> [TASK BRIEF]
Copy out all the lines of the data that hold the word "crossings".

RECORDS FOR THIS EXERCISE START

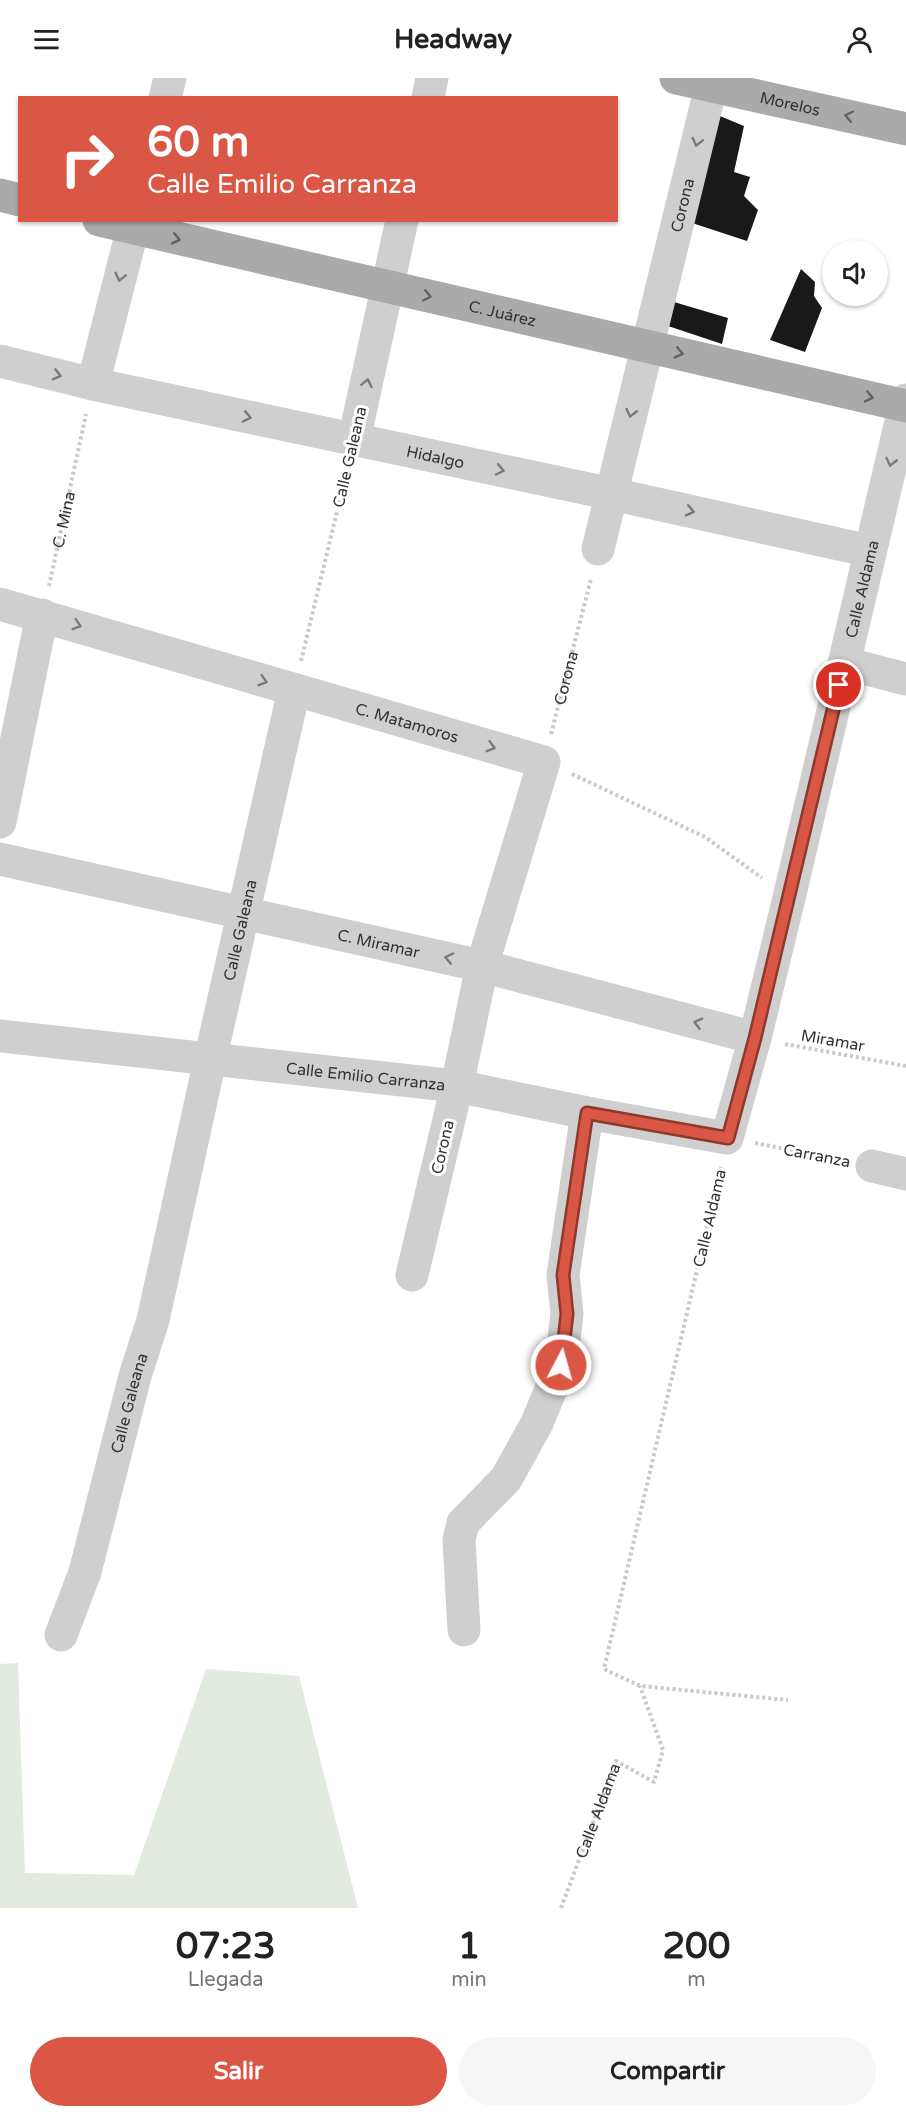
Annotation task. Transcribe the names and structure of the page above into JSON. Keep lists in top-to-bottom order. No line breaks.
{"streets":{"main road":["Morelos","C. Juárez"],"street":["Corona","Calle Galeana","Hidalgo","Calle Aldama","C. Matamoros","C. Miramar","Calle Emilio Carranza","Carranza"],"path":["C. Mina","Miramar"]},"crossings":[["Morelos","Corona"],["Corona","C. Juárez"],["Corona","Hidalgo"],["Corona","C. Matamoros"],["Corona","C. Miramar"],["Corona","Calle Emilio Carranza"],["C. Juárez","Calle Galeana"],["C. Juárez","Calle Aldama"],["Calle Galeana","Hidalgo"],["Calle Galeana","C. Matamoros"],["Calle Galeana","C. Miramar"],["Calle Galeana","Calle Emilio Carranza"],["Hidalgo","C. Mina"],["Hidalgo","Calle Aldama"],["C. Mina","C. Matamoros"],["Calle Aldama","C. Miramar"],["Calle Aldama","Miramar"],["Calle Aldama","Calle Emilio Carranza"],["Calle Aldama","Carranza"],["C. Miramar","Miramar"],["Calle Emilio Carranza","Carranza"]],"one_way":["Morelos","C. Juárez","Hidalgo","C. Matamoros","C. Miramar"],"page":{"header":"Headway","turn":["60 m","Calle Emilio Carranza"],"eta":["07:23","Llegada","1","min","200","m"],"buttons":["Salir","Compartir"]}}
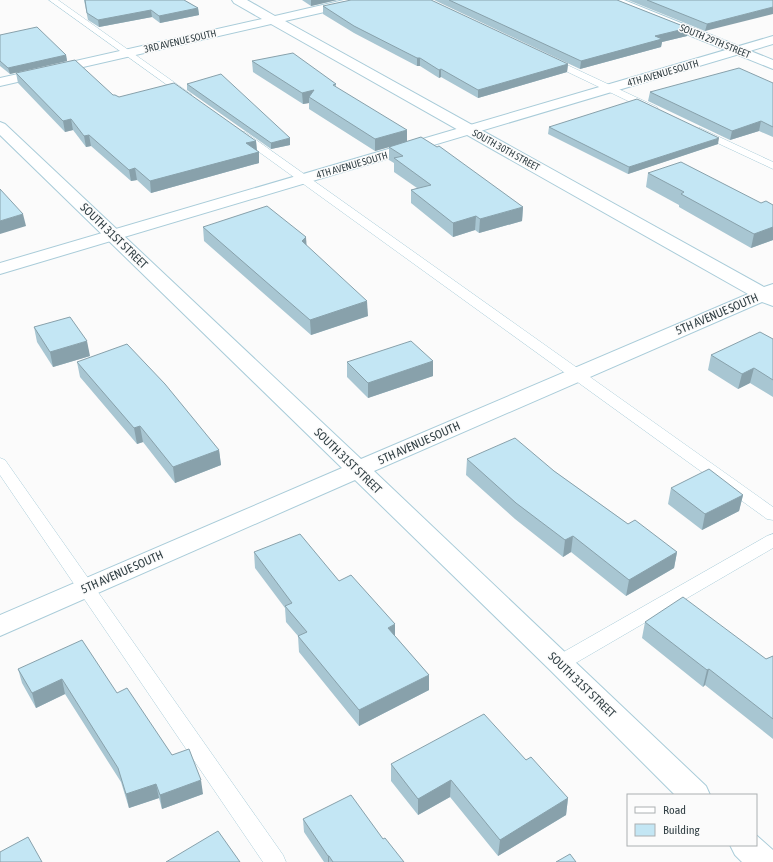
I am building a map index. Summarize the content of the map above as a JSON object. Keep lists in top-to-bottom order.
{
  "streets": {
    "street": [
      "3RD AVENUE SOUTH",
      "SOUTH 29TH STREET",
      "4TH AVENUE SOUTH",
      "SOUTH 30TH STREET",
      "SOUTH 31ST STREET",
      "5TH AVENUE SOUTH"
    ]
  },
  "crossings": [
    ["3RD AVENUE SOUTH", "SOUTH 30TH STREET"],
    ["SOUTH 29TH STREET", "4TH AVENUE SOUTH"],
    ["4TH AVENUE SOUTH", "SOUTH 30TH STREET"],
    ["4TH AVENUE SOUTH", "SOUTH 31ST STREET"],
    ["SOUTH 30TH STREET", "5TH AVENUE SOUTH"],
    ["SOUTH 31ST STREET", "5TH AVENUE SOUTH"]
  ],
  "legend": ["Road", "Building"]
}
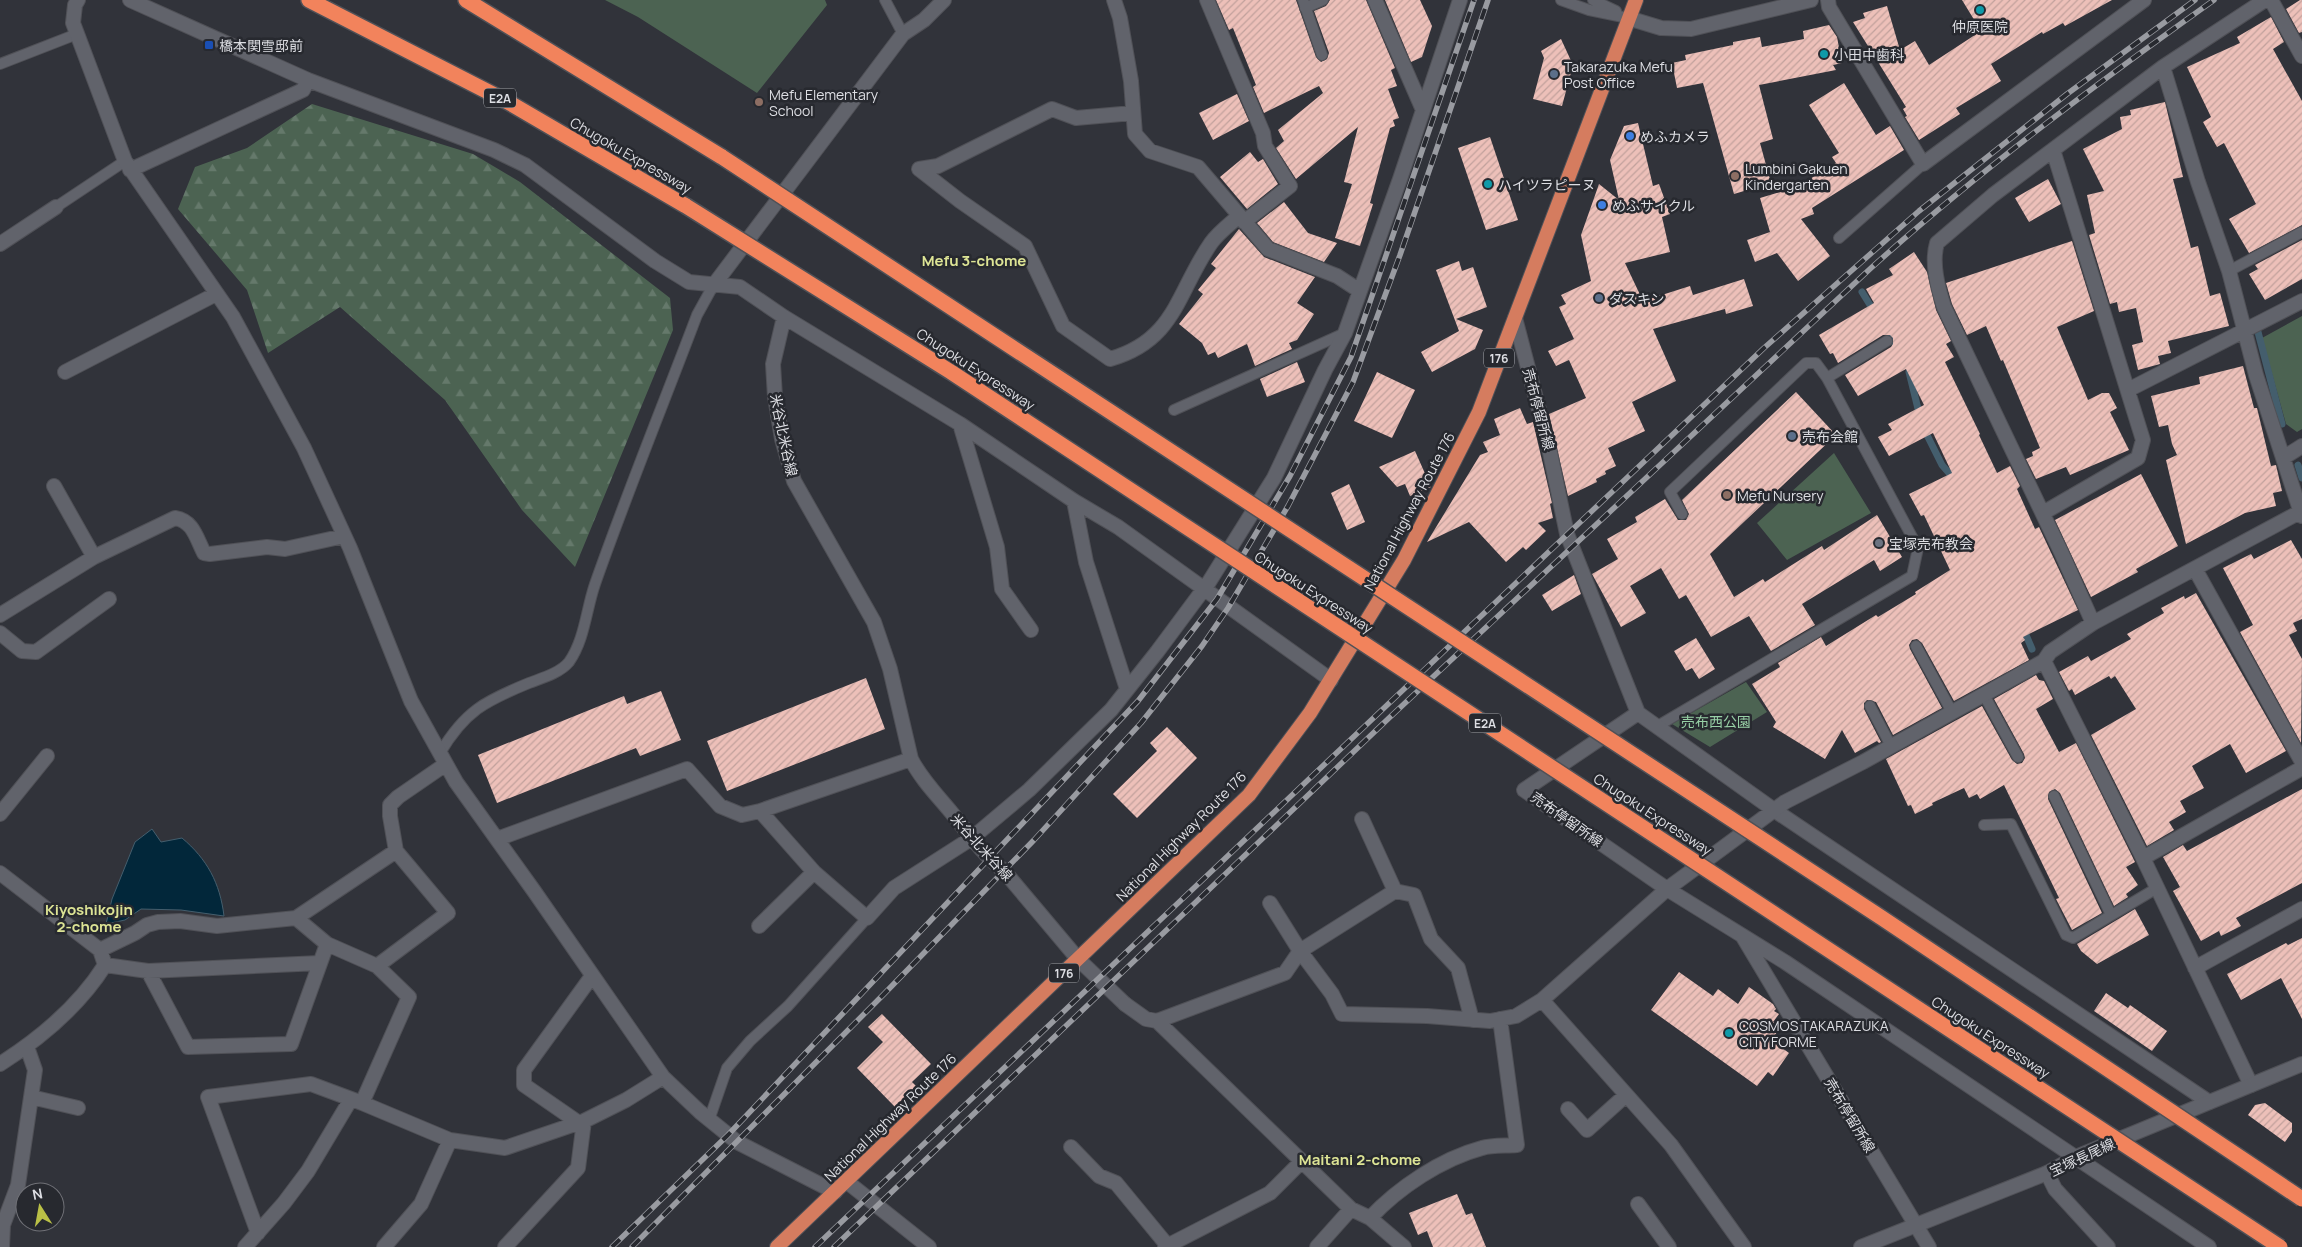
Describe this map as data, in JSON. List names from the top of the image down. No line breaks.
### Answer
{"streets":{"highway":["E2A","Chugoku Expressway","176","National Highway Route 176"],"street":["売布停留所線","米谷北米谷線","宝塚長尾線"]},"crossings":[["売布停留所線","National Highway Route 176"],["売布停留所線","宝塚長尾線"],["米谷北米谷線","National Highway Route 176"]],"districts":["Mefu 3-chome","Kiyoshikojin 2-chome","Maitani 2-chome"],"parks":["売布西公園"],"places":{"other":["仲原医院","小田中歯科","Takarazuka Mefu Post Office","Mefu Elementary School","めふカメラ","Lumbini Gakuen Kindergarten","ハイツラピーヌ","めふサイクル","ダスキン","売布会館","Mefu Nursery","宝塚売布教会","COSMOS TAKARAZUKA CITY FORME"],"transit":["橋本関雪邸前"]},"north":"top"}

RECORDS FOR THIS EXERCISE END

> [RESULT OF THE EXERCISE]
{"streets":{"main road":["Morelos","C. Juárez"],"street":["Corona","Calle Galeana","Hidalgo","Calle Aldama","C. Matamoros","C. Miramar","Calle Emilio Carranza","Carranza"],"path":["C. Mina","Miramar"]},"crossings":[["Morelos","Corona"],["Corona","C. Juárez"],["Corona","Hidalgo"],["Corona","C. Matamoros"],["Corona","C. Miramar"],["Corona","Calle Emilio Carranza"],["C. Juárez","Calle Galeana"],["C. Juárez","Calle Aldama"],["Calle Galeana","Hidalgo"],["Calle Galeana","C. Matamoros"],["Calle Galeana","C. Miramar"],["Calle Galeana","Calle Emilio Carranza"],["Hidalgo","C. Mina"],["Hidalgo","Calle Aldama"],["C. Mina","C. Matamoros"],["Calle Aldama","C. Miramar"],["Calle Aldama","Miramar"],["Calle Aldama","Calle Emilio Carranza"],["Calle Aldama","Carranza"],["C. Miramar","Miramar"],["Calle Emilio Carranza","Carranza"]],"one_way":["Morelos","C. Juárez","Hidalgo","C. Matamoros","C. Miramar"],"page":{"header":"Headway","turn":["60 m","Calle Emilio Carranza"],"eta":["07:23","Llegada","1","min","200","m"],"buttons":["Salir","Compartir"]}}
  "crossings": [
{"streets":{"highway":["E2A","Chugoku Expressway","176","National Highway Route 176"],"street":["売布停留所線","米谷北米谷線","宝塚長尾線"]},"crossings":[["売布停留所線","National Highway Route 176"],["売布停留所線","宝塚長尾線"],["米谷北米谷線","National Highway Route 176"]],"districts":["Mefu 3-chome","Kiyoshikojin 2-chome","Maitani 2-chome"],"parks":["売布西公園"],"places":{"other":["仲原医院","小田中歯科","Takarazuka Mefu Post Office","Mefu Elementary School","めふカメラ","Lumbini Gakuen Kindergarten","ハイツラピーヌ","めふサイクル","ダスキン","売布会館","Mefu Nursery","宝塚売布教会","COSMOS TAKARAZUKA CITY FORME"],"transit":["橋本関雪邸前"]},"north":"top"}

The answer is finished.